Last night I watched the Oscar-nominated Attica (2021), released 50 years after the largest prison rebellion in U.S. history.  My gods, it is infuriatingly good.  I knew the basics, but to see the footage of the massacre perpetrated against the inmates and hear survivors' descriptions of the horrors inflicted was downright harrowing.  Blanketing the yard with gas so no one could see, lying that no one would be hurt if they surrendered to the nearest officer, and then indiscriminately firing nearly 2000 rounds (at a group of people who had no guns of their own, mind you).  Firing as many racial slurs as bullets, calling "White Power!" in the aftermath, and wanting to go back in to finish more off.  In fact, keeping the torture going - survivors were forced to crawl through waste, stripped, sodomized with batons, and ultimately forced to run through broken glass to escape a gauntlet of club-swinging guards on the way back to their cells (and that's without getting into the specifics of what was done to the leaders* of the rebellion) - after the shooting stopped.

It is not for the faint of heart, but that's true of so many important films; I think anyone who's never heard much beyond the numbers (and especially anyone who's only ever heard it characterized as a "riot" or as Al Pacino's rallying cry in Dog Day Afternoon) should check it out.

Of all the times I yelled at someone through the TV, I think my most angry came when the guy who'd been Gov. Rockefeller's adviser at the time of the rebellion said, in present day, that sending in a bunch of corrections officers out for revenge and sleep-deprived troopers ill trained for such a situation, in a paramilitary offensive, was a terrible way to end things, that a reasonable mind should have stepped in and nudged law enforcement back to the negotiating table.  HELLO!  That is what members of the Observers Committee (who had become intermediaries in the negotiations) begged your boss to do -- come down there and show his support for the ongoing negotiation process -- and he wouldn't do it, because he wanted to cozy up to Nixon in order to enhance his own future presidential candidacy.

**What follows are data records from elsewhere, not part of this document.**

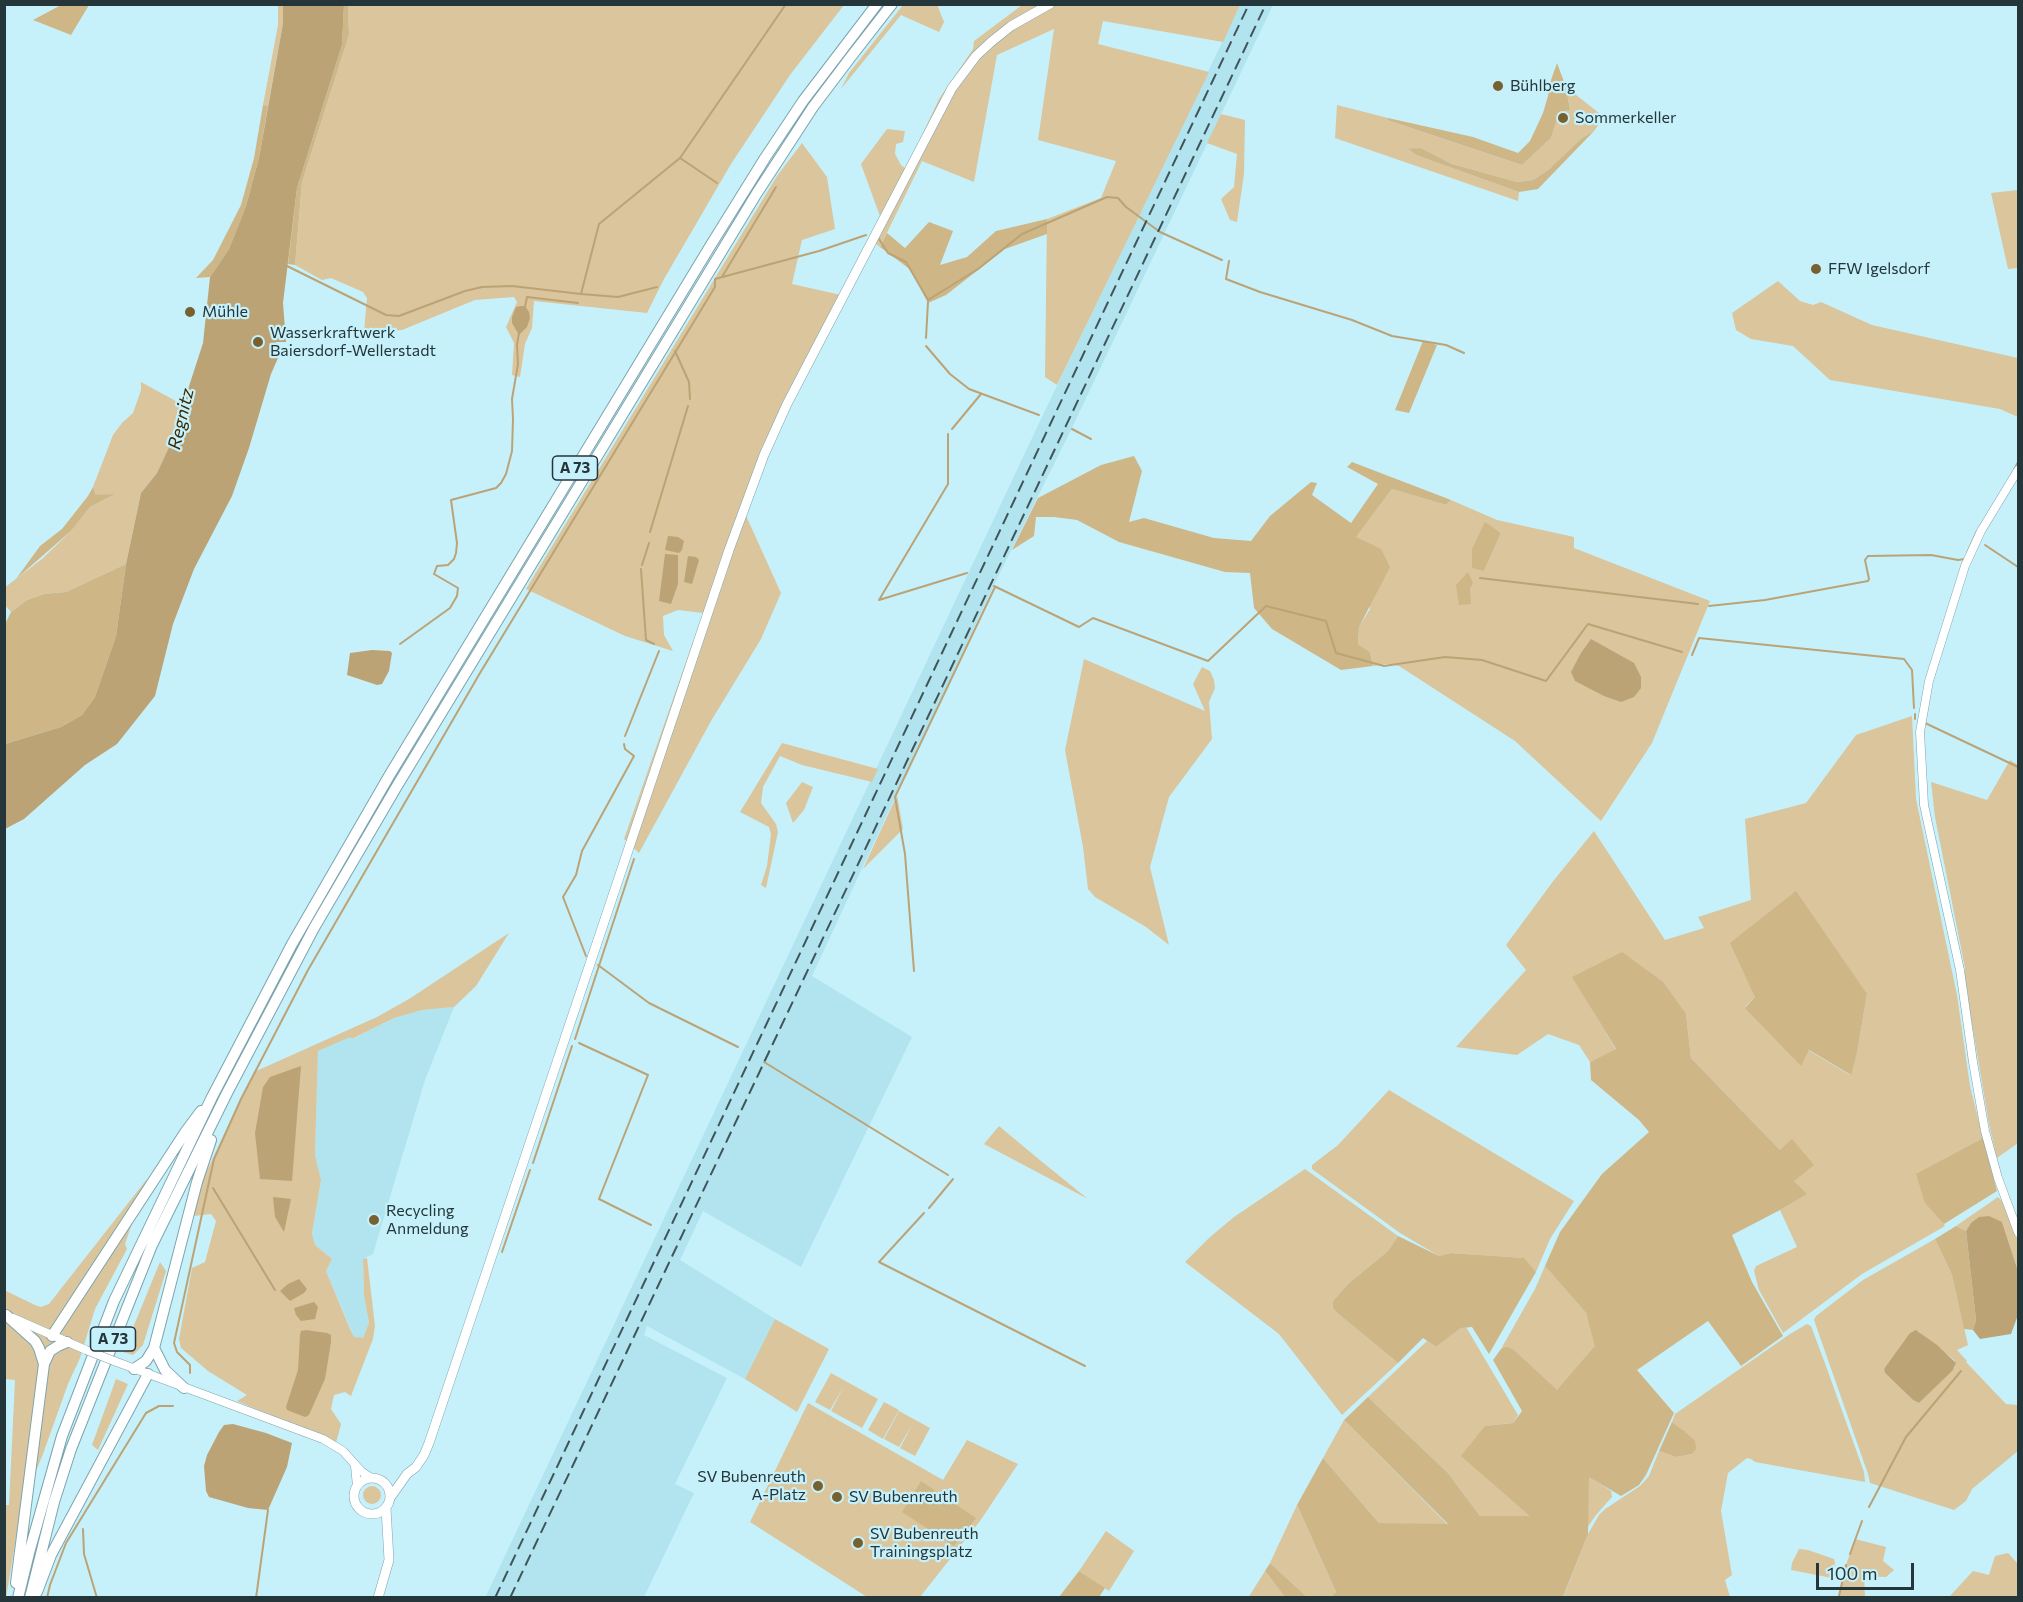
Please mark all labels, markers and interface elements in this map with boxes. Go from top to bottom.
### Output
place label: Bühlberg [1510,76,1575,96]
marker: Bühlberg [1491,79,1505,93]
place label: Sommerkeller [1575,108,1676,128]
marker: Sommerkeller [1556,111,1570,125]
place label: FFW Igelsdorf [1828,259,1930,279]
marker: FFW Igelsdorf [1809,262,1823,276]
place label: Mühle [202,302,248,322]
marker: Mühle [183,305,197,319]
place label: Wasserkraftwerk Baiersdorf-Wellerstadt [270,323,436,361]
marker: Wasserkraftwerk Baiersdorf-Wellerstadt [251,335,265,349]
water label: Regnitz [164,386,198,452]
road number: A 73 [552,456,598,480]
place label: Recycling Anmeldung [386,1201,469,1239]
marker: Recycling Anmeldung [367,1213,381,1227]
road number: A 73 [90,1327,136,1351]
place label: SV Bubenreuth A-Platz [697,1467,806,1505]
marker: SV Bubenreuth A-Platz [811,1479,825,1493]
place label: SV Bubenreuth [849,1487,958,1507]
marker: SV Bubenreuth [830,1490,844,1504]
place label: SV Bubenreuth Trainingsplatz [870,1524,979,1562]
marker: SV Bubenreuth Trainingsplatz [851,1536,865,1550]
scale bar [1819,1551,1916,1589]
text: 100 m [1827,1562,1877,1584]

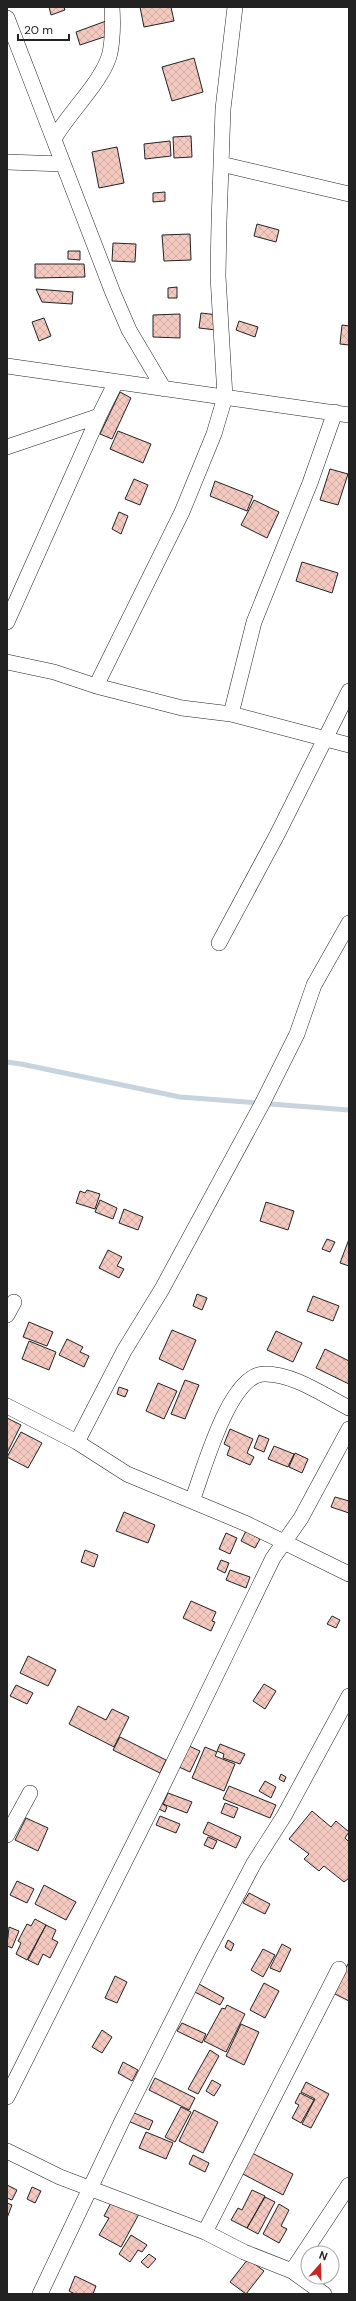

Second to that was probably at the archival news footage, in all its racist glory and repeating unchecked the Dept. of Corrections lie that the dead hostages had their throats slit (meaning they were killed by inmates), so hearty thanks to the medical examiner who said quite explicitly on camera the very next day a big fat no -- there are no slit throats, everyone died from large caliber gunshot wounds inflicted from a distance.  The hostages were killed by law enforcement, not inmates.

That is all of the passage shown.